Every day in their southwestern Senegal home, second-generation farmer Ousmane Willane and his family of 20 eat a millet-based porridge for breakfast, and cowpea — known as the black-eyed pea in America — with rice or couscous for dinner. Millet and cowpea are dietary staples in Senegal, and Willane has been farming both for around two years.
In 2021, Willane, a participant in the Peace Corps Senegal Master Farmer program, was selected to grow dual-purpose millet and cowpea. The Master Farmer program is a joint effort between Peace Corps Senegal and Feed the Future. Eighty Senegalese farmers took part in the program, which ended in April. Program leaders provided farmers with a demonstration plot, farming equipment and other inputs, as well as dual-purpose millet and cowpea seeds. Scientists have bred these seeds to be dual-purpose (i.e., they simultaneously produce more quality grain for human consumption and more quality fodder for livestock), more drought-resistant and nutrient-dense and crucially, farmers can grow them on the same plot at the same time. Scientists have also improved the agronomy, or the crop production, of the improved varieties by increasing planting densities (i.e., nearly double), supporting even greater productivity and profitability with reduced labor requirements due to crowding out weeds.
With dual-purpose seeds paired with improved field crop production and soil management, there’s no need to cultivate multiple plots for each use, which saves farmers time, labor and land — that’s key at a time when the Senegalese population is growing and farmland is being lost to the construction of buildings and roads, according to Arfang Sekou Sadio, associate Peace Corps director of the agriculture program in Senegal.
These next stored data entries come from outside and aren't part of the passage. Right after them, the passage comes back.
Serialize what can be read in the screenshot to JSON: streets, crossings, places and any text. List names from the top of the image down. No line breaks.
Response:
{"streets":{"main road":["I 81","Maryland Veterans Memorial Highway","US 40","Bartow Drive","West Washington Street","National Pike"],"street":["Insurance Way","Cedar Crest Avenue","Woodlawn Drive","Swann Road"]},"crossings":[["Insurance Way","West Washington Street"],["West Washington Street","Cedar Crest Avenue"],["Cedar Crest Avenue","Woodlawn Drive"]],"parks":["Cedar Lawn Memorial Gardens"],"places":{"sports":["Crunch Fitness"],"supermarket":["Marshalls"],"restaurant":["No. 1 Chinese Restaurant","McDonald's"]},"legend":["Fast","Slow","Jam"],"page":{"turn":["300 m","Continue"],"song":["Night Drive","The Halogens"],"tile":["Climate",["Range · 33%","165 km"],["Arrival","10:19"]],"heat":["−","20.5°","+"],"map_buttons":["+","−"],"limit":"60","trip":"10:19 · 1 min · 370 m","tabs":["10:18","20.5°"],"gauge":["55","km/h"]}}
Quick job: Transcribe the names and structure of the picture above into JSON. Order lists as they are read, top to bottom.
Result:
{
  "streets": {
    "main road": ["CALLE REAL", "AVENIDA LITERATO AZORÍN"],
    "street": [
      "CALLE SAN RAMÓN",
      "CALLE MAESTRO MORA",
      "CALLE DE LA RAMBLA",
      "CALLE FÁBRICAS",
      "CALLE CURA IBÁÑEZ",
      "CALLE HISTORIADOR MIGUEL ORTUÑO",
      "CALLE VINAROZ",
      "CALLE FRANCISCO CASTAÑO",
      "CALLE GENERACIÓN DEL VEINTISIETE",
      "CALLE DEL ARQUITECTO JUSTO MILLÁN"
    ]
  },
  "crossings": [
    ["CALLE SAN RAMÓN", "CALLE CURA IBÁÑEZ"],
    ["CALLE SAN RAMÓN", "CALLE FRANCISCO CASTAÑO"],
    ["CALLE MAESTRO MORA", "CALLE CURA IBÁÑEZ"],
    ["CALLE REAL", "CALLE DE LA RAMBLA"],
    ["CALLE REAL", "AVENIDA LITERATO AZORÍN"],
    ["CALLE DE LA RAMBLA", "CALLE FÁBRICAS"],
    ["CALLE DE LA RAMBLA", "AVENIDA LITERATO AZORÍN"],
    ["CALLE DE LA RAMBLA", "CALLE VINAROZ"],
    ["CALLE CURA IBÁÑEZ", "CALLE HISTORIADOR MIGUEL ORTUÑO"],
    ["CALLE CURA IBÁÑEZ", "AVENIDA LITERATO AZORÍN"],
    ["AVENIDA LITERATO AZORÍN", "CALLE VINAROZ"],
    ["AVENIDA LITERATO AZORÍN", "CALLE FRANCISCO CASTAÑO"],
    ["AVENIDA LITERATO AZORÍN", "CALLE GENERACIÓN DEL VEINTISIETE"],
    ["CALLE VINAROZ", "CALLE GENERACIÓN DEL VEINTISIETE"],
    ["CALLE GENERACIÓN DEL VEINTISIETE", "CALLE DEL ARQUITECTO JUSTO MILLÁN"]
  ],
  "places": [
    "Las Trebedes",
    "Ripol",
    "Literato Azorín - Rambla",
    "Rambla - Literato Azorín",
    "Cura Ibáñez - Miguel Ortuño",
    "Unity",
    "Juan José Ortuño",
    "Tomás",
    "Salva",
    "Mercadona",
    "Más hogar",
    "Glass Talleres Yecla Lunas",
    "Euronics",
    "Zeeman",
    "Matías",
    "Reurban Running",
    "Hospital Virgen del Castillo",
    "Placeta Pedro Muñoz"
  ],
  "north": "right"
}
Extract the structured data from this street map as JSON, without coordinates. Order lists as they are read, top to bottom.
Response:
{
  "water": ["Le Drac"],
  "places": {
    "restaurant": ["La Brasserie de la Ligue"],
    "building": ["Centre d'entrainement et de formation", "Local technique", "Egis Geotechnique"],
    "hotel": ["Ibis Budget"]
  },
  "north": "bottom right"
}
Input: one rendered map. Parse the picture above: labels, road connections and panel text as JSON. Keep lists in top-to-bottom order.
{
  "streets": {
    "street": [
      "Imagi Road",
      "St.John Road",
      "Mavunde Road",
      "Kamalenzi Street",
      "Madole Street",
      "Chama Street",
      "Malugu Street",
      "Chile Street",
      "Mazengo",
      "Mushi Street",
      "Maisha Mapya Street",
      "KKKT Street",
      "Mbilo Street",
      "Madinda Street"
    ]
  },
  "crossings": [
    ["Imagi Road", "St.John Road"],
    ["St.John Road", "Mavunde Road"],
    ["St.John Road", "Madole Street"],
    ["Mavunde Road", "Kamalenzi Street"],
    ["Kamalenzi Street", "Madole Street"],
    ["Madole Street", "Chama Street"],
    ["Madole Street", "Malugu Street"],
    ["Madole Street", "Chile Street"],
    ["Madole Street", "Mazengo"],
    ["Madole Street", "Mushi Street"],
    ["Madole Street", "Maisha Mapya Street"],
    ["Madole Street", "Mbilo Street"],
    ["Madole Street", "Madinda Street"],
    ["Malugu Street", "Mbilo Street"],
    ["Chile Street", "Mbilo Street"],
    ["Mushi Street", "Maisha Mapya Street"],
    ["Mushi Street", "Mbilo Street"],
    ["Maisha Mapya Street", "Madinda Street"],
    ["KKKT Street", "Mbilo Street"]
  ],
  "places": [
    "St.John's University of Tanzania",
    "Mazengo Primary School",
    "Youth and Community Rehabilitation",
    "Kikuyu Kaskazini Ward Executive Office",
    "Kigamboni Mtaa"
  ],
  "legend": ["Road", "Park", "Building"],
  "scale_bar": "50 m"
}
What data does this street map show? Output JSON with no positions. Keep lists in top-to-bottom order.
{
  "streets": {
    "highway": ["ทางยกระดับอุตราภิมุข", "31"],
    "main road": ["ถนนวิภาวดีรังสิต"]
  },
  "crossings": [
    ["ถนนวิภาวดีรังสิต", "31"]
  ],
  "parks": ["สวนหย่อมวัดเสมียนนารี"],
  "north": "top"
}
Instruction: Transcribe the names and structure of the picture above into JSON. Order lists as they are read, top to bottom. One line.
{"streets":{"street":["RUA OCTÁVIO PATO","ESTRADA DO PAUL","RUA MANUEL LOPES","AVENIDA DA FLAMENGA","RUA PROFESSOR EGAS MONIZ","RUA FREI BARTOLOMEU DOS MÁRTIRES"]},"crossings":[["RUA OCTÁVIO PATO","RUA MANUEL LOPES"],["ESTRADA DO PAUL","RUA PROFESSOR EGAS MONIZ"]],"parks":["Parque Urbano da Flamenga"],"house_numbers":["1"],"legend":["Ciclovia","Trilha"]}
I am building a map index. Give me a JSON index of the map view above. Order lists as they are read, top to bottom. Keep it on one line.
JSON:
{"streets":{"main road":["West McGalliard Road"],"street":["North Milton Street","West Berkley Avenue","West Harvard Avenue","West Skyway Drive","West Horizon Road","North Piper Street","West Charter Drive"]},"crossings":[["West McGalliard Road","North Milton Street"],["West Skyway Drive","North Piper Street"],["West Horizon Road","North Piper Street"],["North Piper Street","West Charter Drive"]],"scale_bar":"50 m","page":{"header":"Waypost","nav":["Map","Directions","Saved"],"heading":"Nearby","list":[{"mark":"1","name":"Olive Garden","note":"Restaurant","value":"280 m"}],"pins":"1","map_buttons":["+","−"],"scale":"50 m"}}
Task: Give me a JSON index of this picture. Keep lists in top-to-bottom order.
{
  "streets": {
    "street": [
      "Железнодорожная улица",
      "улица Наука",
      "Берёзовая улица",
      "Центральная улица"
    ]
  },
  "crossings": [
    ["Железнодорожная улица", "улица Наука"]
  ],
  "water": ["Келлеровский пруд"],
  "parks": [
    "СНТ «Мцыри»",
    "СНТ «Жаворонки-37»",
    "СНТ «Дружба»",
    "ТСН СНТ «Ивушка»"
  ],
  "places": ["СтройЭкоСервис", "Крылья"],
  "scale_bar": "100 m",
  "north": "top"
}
“Promoting dual-purpose [seed] varieties is crucial to maintaining and increasing agricultural production, feeding people and animals and spending less money on food imports,” Sadio said.
The dual-purpose millet and cowpea seeds led Willane’s plants to grow more quality grain and more quality livestock feed, allowing him to make more profit and provide for his family on the same area of land. Within 20 days of his first planting of the dual-purpose millet seeds, Willane was happy to see how quickly the plants had grown, and other farmers in his area commented on the plants’ size and color. His dual-purpose cowpea seeds yielded ripe plants in less than 55 days, compared to approximately 90 days the plants can take to mature, said Aliou Faye, who works with Willane and is the country coordinator for the Feed the Future Innovation Lab for Collaborative Research on Sustainable Intensification. Faye explained that dual-purpose seeds can produce up to three tons of produce per two and a half acres per year, while typical seed varieties produce less than one ton on the same acreage. This can generate hundreds more dollars for farmers, Faye estimates.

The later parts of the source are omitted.